> _Work required_: Please write out, exactly as given, every line of the entries below up to and including the line with "position:relative; width:1195px; height:908px;".

***

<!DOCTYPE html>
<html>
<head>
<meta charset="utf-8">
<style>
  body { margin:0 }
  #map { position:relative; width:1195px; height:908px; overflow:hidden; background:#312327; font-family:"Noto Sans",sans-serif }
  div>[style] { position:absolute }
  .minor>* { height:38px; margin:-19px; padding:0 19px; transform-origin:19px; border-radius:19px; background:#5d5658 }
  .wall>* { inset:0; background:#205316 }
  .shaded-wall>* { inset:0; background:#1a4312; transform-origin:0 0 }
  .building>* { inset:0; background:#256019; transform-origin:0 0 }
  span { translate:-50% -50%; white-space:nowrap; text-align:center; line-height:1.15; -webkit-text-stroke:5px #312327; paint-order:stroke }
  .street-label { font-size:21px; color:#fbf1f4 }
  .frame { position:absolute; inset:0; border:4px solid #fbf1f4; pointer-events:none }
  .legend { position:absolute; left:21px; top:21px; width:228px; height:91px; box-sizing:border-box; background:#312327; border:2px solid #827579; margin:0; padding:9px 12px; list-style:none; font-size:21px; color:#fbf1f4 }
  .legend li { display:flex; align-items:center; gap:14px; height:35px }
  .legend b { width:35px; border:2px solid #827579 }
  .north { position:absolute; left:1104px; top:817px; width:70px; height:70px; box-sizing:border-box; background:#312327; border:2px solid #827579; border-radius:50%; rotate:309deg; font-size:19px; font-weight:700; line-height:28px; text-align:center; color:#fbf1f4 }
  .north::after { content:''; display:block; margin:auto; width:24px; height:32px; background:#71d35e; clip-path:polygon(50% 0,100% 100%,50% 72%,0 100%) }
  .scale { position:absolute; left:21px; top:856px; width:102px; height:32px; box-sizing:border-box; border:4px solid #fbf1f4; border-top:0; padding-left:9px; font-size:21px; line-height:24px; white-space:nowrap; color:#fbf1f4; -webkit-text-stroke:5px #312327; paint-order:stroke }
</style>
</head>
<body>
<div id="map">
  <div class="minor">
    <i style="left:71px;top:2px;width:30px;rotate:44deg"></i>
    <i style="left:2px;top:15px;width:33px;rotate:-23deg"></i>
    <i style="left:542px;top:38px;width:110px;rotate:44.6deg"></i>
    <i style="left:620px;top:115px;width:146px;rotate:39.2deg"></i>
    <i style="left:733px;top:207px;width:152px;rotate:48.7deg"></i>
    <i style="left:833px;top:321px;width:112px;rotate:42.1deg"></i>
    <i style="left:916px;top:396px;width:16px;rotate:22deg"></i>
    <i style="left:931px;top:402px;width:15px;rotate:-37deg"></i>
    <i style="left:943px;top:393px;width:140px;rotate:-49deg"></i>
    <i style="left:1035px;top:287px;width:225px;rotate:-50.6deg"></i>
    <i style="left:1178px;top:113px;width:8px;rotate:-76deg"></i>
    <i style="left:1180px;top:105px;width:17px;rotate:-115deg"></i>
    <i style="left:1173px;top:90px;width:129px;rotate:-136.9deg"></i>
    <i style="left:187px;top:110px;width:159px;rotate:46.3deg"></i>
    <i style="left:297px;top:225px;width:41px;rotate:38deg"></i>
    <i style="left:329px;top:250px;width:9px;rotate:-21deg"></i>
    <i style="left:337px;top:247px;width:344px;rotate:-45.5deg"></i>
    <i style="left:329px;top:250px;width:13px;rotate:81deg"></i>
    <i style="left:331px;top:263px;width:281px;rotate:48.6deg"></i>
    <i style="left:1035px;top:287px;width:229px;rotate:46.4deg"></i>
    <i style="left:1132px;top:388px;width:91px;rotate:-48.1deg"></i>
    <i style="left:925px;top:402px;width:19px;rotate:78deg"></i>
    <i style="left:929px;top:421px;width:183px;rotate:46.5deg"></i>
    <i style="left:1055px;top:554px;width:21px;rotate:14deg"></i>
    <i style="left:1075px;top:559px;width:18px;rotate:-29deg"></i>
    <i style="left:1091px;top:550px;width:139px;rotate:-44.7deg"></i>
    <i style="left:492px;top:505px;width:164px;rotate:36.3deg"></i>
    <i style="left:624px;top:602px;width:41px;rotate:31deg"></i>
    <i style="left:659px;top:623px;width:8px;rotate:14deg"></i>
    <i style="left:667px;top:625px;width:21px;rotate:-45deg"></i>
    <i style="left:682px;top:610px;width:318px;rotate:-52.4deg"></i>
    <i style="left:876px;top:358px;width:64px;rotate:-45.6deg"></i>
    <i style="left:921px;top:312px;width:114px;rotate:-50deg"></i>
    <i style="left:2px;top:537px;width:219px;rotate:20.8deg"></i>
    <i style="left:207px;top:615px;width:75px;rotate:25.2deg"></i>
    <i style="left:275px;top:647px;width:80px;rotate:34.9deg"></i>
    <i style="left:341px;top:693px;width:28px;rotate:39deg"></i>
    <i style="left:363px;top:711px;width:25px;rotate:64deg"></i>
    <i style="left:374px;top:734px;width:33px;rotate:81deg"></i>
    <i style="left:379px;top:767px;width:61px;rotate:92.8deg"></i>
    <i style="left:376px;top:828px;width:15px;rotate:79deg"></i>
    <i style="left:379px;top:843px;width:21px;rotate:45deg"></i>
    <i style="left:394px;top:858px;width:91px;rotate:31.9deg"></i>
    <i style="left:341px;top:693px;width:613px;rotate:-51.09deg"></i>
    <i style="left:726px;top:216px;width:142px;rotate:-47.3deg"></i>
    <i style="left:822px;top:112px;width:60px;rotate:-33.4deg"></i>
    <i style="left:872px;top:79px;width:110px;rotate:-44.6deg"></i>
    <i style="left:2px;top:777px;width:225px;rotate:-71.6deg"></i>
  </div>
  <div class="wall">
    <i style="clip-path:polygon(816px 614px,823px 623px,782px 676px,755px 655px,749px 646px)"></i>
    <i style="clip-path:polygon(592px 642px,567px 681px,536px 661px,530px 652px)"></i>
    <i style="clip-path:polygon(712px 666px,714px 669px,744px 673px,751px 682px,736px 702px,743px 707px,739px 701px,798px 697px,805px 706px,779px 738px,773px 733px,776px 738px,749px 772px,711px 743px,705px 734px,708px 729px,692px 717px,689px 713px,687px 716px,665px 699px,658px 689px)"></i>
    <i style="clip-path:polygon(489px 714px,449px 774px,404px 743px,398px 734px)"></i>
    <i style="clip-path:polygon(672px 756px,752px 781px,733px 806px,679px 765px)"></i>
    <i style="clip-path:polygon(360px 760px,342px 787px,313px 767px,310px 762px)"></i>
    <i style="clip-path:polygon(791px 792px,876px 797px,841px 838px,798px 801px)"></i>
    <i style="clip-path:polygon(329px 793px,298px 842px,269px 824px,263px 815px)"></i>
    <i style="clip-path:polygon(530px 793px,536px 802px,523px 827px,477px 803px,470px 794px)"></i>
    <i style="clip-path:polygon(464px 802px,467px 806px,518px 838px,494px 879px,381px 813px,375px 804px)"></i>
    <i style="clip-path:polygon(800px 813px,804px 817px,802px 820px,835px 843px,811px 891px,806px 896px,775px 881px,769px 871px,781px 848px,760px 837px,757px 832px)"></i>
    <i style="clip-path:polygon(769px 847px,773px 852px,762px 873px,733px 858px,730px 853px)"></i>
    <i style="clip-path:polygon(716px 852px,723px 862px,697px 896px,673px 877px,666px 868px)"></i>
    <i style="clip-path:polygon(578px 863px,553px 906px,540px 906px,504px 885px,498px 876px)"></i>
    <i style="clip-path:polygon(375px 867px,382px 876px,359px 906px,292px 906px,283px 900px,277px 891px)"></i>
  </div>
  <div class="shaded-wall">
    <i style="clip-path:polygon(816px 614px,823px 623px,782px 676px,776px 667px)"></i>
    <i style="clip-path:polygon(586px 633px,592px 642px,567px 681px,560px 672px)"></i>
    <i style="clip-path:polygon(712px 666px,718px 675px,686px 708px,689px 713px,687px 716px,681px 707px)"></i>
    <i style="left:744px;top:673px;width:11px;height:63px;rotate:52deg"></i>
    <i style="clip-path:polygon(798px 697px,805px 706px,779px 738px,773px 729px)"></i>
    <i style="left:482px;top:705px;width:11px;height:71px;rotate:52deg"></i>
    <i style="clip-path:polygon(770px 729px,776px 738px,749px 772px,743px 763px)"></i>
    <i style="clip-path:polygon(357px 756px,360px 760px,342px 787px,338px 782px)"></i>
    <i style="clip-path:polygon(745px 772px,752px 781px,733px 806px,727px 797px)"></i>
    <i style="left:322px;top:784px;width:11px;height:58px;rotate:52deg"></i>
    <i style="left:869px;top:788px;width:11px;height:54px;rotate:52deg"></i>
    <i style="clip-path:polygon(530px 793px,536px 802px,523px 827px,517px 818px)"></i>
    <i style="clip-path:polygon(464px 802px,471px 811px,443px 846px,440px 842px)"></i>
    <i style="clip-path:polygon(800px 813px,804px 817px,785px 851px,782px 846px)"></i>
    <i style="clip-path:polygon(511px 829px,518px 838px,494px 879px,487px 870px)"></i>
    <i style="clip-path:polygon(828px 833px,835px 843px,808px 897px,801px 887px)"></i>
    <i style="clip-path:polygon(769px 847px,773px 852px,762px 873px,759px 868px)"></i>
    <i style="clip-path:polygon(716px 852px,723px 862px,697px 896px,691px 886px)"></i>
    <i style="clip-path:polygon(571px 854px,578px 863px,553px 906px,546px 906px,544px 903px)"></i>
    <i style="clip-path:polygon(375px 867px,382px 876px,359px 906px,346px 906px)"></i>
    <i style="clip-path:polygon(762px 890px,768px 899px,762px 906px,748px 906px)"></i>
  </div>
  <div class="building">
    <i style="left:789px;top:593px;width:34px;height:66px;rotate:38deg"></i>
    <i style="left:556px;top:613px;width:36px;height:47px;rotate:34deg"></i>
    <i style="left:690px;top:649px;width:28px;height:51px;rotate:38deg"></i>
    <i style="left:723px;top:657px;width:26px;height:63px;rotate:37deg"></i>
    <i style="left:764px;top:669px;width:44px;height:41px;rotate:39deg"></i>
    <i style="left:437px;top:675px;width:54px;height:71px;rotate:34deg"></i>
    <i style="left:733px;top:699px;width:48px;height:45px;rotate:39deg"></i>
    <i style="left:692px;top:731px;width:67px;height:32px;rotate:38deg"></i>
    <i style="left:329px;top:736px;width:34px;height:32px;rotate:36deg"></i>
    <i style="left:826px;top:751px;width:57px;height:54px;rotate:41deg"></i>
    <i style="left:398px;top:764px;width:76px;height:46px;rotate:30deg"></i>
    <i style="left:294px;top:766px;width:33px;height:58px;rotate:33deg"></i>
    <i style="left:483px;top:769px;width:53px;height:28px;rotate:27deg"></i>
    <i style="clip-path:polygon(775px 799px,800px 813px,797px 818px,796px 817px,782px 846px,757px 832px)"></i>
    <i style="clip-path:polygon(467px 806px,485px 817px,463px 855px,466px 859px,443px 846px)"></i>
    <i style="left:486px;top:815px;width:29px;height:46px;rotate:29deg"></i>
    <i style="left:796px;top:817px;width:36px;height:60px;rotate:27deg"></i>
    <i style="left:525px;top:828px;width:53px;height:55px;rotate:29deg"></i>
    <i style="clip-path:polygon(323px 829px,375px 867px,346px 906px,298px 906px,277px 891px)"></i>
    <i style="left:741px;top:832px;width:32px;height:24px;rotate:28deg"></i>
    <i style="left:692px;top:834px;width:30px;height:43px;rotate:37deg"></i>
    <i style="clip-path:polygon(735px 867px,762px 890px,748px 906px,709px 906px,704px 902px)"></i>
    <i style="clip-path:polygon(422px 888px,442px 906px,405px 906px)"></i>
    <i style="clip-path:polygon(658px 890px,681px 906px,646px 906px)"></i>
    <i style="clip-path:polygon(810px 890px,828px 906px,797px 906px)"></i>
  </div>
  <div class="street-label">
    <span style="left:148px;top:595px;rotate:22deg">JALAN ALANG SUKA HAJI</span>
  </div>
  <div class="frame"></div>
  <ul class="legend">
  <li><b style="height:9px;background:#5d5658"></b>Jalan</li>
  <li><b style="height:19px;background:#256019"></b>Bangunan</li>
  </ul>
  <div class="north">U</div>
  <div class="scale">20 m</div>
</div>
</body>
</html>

***

> _Solved problem_:
<!DOCTYPE html>
<html>
<head>
<meta charset="utf-8">
<style>
  body { margin:0 }
  #map { position:relative; width:1195px; height:908px; overflow:hidden; background:#312327; font-family:"Noto Sans",sans-serif }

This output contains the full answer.